Cos'è il tasso di conversione ecommerce?
Il tasso di conversione ecommerce (in inglese conversion rate) misura la percentuale di visitatori del tuo negozio online che completano un acquisto. La formula è:
Conversion Rate = (Ordini completati ÷ Sessioni totali) × 100
Esempio: se in un mese hai avuto 10.000 sessioni e 150 ordini, il tuo tasso di conversione è dell'1,5%. È la metrica più rappresentativa dell'efficacia complessiva del tuo ecommerce: racconta quanto bene riesci a trasformare il traffico in fatturato.
Benchmark per settore: cosa si considera normale?

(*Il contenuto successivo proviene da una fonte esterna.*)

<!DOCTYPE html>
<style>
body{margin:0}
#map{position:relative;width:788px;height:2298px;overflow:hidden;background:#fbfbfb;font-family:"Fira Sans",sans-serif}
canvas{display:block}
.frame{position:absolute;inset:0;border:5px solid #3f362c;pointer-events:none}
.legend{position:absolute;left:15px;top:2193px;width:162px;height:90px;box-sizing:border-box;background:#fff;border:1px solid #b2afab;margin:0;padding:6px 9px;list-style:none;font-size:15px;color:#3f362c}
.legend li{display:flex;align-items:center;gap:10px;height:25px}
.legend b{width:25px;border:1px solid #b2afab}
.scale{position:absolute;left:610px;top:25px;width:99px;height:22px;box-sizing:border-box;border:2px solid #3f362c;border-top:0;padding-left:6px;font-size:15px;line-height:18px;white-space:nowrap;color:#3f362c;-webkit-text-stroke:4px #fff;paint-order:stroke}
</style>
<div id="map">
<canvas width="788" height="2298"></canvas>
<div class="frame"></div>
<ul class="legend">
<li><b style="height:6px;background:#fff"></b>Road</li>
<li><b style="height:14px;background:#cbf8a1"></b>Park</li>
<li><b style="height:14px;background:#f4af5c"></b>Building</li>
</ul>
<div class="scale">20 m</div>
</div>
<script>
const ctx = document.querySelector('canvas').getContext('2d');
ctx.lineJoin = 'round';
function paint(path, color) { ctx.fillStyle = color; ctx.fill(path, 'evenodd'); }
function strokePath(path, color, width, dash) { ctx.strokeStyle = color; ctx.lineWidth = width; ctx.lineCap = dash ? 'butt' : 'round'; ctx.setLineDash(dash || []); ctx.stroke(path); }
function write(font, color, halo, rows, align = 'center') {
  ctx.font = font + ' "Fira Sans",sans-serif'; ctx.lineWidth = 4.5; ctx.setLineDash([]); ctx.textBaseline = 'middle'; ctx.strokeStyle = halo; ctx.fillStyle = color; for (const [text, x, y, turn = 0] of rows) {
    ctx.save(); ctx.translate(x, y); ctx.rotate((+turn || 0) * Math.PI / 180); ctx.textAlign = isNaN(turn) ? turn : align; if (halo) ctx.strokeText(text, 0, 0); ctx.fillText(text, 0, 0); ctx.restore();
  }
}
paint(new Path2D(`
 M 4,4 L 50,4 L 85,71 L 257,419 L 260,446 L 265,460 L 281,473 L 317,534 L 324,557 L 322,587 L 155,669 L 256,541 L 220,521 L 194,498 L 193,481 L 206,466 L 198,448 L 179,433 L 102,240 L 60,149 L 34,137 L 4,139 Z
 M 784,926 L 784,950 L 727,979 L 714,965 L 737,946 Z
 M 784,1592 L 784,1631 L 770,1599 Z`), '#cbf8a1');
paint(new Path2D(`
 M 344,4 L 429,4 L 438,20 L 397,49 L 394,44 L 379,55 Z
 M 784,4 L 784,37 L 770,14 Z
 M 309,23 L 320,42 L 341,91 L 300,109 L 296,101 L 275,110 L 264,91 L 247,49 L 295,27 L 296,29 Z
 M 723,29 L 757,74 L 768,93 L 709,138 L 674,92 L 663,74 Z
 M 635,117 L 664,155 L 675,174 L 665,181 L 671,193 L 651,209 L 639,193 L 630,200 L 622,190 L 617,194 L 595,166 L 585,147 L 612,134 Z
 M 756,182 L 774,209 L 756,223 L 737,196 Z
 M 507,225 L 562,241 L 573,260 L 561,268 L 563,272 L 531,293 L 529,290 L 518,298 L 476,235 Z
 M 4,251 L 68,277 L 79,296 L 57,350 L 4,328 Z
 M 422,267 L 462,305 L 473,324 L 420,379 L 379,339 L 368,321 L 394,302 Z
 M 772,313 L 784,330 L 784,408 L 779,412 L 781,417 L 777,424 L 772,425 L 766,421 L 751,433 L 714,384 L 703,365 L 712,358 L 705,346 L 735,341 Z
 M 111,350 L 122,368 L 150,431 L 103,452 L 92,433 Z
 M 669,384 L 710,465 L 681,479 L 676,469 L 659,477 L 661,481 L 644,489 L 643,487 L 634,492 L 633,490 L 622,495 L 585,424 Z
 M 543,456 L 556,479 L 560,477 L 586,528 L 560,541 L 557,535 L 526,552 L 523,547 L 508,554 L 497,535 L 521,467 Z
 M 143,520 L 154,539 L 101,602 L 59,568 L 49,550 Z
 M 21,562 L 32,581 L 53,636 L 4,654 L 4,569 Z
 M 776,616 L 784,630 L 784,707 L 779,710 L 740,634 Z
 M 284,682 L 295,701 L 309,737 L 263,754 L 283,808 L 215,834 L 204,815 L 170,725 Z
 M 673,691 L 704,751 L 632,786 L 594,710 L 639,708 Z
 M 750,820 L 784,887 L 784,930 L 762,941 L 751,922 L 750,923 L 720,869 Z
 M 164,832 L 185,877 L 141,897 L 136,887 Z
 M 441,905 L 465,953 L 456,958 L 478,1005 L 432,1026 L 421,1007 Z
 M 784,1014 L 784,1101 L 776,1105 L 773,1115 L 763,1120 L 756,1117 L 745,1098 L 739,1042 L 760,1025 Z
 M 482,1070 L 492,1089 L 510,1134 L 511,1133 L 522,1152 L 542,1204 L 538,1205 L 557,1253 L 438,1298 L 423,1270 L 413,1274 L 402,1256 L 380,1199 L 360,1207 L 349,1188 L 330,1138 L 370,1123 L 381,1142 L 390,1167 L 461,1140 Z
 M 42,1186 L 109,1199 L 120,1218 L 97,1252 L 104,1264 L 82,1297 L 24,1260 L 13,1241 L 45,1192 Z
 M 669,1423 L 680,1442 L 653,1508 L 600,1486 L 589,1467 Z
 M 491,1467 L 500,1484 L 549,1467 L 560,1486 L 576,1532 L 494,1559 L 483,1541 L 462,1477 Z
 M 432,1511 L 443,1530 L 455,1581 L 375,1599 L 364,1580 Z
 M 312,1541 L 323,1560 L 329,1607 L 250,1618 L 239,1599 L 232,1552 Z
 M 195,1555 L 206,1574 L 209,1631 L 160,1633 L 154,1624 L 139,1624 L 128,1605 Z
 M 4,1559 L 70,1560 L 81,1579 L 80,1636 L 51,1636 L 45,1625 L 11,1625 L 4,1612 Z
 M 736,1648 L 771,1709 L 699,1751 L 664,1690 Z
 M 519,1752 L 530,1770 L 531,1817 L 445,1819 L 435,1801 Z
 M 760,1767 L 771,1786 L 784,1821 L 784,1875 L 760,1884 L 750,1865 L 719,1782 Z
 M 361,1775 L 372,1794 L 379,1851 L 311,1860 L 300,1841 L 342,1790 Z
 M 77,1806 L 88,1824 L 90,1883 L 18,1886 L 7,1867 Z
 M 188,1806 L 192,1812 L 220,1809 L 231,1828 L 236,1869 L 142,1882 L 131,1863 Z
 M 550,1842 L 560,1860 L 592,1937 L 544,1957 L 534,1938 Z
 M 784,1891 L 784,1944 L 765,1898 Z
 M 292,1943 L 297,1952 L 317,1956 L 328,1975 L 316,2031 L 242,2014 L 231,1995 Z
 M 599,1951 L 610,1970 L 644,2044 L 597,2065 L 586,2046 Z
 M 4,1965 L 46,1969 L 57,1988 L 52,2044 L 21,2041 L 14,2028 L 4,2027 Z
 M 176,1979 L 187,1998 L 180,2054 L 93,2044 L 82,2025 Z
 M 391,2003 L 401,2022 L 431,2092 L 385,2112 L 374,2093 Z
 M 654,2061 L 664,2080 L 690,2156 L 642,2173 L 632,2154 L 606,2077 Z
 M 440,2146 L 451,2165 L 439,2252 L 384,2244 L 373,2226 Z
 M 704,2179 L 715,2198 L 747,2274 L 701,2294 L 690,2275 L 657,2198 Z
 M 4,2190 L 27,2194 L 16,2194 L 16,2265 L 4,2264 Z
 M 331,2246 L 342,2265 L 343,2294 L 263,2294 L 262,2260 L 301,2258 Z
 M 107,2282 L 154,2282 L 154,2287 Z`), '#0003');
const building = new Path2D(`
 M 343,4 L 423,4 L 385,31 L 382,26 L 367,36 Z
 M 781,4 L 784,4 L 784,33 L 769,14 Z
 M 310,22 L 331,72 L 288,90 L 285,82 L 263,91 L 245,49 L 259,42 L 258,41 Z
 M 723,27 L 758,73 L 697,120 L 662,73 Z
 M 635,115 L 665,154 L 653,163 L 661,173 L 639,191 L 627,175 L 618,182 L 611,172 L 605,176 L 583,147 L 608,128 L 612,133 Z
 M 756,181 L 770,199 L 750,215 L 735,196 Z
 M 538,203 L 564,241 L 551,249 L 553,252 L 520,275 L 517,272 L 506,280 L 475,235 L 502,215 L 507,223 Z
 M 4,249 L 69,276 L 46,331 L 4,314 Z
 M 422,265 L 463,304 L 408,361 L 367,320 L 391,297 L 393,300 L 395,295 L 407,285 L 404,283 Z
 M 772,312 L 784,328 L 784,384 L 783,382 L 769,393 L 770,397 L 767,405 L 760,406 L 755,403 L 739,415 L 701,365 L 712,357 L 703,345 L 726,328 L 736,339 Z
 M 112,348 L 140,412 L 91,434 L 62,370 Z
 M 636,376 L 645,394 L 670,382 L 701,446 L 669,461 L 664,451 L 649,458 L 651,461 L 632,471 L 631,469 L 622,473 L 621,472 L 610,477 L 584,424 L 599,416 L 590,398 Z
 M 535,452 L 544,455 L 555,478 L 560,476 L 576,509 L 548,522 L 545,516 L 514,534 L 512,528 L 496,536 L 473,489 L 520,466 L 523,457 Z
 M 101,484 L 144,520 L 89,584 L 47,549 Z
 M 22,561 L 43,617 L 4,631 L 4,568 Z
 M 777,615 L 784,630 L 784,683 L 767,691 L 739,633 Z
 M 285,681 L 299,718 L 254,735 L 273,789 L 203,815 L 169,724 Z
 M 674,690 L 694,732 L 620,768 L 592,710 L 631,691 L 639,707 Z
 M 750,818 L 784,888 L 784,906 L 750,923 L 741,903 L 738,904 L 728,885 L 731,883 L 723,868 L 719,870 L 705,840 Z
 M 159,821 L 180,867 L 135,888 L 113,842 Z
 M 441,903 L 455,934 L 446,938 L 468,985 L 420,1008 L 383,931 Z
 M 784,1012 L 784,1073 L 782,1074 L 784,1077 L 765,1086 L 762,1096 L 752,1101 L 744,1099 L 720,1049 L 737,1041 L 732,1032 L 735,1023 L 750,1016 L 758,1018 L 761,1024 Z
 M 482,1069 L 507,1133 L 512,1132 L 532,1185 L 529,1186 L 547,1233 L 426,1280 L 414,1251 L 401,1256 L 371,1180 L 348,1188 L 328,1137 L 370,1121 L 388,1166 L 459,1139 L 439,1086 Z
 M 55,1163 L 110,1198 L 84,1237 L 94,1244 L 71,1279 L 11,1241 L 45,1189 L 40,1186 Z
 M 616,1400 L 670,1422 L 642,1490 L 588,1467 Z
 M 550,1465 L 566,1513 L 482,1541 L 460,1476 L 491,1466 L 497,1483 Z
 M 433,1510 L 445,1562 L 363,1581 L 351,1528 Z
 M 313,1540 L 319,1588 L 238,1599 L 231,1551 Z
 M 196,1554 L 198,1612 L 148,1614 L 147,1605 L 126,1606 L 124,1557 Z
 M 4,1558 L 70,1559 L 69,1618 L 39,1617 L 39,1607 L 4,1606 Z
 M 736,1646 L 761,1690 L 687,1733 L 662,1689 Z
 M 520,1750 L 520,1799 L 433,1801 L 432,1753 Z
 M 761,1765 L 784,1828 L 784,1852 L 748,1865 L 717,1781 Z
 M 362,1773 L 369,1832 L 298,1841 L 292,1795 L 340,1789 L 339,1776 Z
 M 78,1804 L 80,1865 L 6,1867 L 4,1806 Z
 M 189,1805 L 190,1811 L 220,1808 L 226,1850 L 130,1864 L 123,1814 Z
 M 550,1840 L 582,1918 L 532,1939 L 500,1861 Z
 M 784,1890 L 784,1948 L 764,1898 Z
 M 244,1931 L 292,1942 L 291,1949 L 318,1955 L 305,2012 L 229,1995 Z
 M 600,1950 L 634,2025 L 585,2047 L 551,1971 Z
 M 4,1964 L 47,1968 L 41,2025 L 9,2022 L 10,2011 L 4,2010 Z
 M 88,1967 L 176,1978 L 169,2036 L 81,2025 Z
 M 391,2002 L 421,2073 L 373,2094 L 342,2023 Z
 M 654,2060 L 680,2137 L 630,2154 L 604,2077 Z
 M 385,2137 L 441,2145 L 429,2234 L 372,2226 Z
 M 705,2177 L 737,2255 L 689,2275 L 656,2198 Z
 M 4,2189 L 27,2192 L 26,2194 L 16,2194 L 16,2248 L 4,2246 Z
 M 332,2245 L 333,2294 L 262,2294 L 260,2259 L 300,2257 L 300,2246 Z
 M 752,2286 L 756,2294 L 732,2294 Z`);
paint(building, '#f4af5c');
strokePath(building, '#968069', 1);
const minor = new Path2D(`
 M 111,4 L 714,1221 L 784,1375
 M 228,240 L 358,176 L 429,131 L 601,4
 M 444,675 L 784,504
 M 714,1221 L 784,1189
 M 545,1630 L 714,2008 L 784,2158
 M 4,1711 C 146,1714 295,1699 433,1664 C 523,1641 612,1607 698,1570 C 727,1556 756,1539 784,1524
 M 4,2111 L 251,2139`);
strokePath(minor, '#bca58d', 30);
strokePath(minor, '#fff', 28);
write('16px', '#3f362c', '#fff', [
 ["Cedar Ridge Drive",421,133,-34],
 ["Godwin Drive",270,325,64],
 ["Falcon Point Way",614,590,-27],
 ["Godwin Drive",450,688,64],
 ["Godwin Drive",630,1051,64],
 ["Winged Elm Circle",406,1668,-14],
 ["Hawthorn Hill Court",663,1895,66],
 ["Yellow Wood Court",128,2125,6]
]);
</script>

Un errore comune è confrontare il proprio tasso di conversione con una media generica. I benchmark variano sensibilmente per settore:
- Moda e abbigliamento: 1–2%
- Scarpe: 1,5–2,5%
- Beauty e cosmetica: 2–3,5%
- Food e grocery online: 3–5%
- Elettronica di consumo: 0,8–1,5%
- Arredamento e casa: 0,5–1%
Se sei nella media del tuo settore, non è ancora un successo: significa che stai lasciando sul tavolo le stesse opportunità di tutti i tuoi concorrenti. L'obiettivo è superare il benchmark, non raggiungerlo.
Micro-conversioni: i segnali da monitorare prima dell'acquisto
Oltre al tasso di conversione finale, tieni sotto controllo le micro-conversioni: azioni intermedie che indicano l'intenzione d'acquisto e ti aiutano a capire dove si rompe il funnel:
- Aggiunta al carrello: se molti aggiungono ma pochi comprano, il problema è nel checkout o nel prezzo totale con spedizione.
- Wishlist / Lista desideri: segnale di interesse da recuperare con email o retargeting.
- Visualizzazione pagina prodotto: se la maggior parte abbandona qui, il problema è nella scheda prodotto (foto, descrizione, prezzo).
- Inizio checkout: chi arriva a inserire l'email raramente abbandona — se lo fa, il colpevole è quasi sempre il metodo di pagamento o le spese di spedizione scoperte all'ultimo momento.
Fattori che abbassano il tasso di conversione
Alcune cause frequenti di conversione bassa in un ecommerce italiano:
- Checkout troppo lungo: ogni campo in più è un ostacolo. Offri sempre il checkout come ospite.
- Poca fiducia (trust scarso): mancano recensioni, certificati SSL visibili, politiche di reso chiare e recapiti reali. Per una PMI italiana, mostrare Partita IVA, indirizzo fisico e numero di telefono aumenta concretamente la credibilità.
- Spedizioni costose o poco chiare: se il cliente scopre i costi solo all'ultimo step, abbandona.
- Sito lento su mobile: un secondo di ritardo può costare fino al 7% di conversioni.
- Metodi di pagamento limitati: PayPal e carta di credito non bastano più — valuta Scalapay, Klarna o pagamento in contrassegno per certi segmenti di clientela.
Domande frequenti
Il mio tasso di conversione è dell'1%: devo preoccuparmi?
Dipende dal settore. Se vendi abbigliamento, sei nella media bassa. Prima di allarmarti, analizza le micro-conversioni per capire esattamente dove perdi più utenti nel funnel e intervieni su quel punto specifico.
Il traffico a pagamento converte meno di quello organico?
Non sempre, ma spesso sì: il traffico organico è più intenzionale. Il traffico da social a pagamento — specialmente da campagne di awareness — ha tassi di conversione più bassi e va valutato su metriche diverse, come il costo per primo acquisto nel tempo.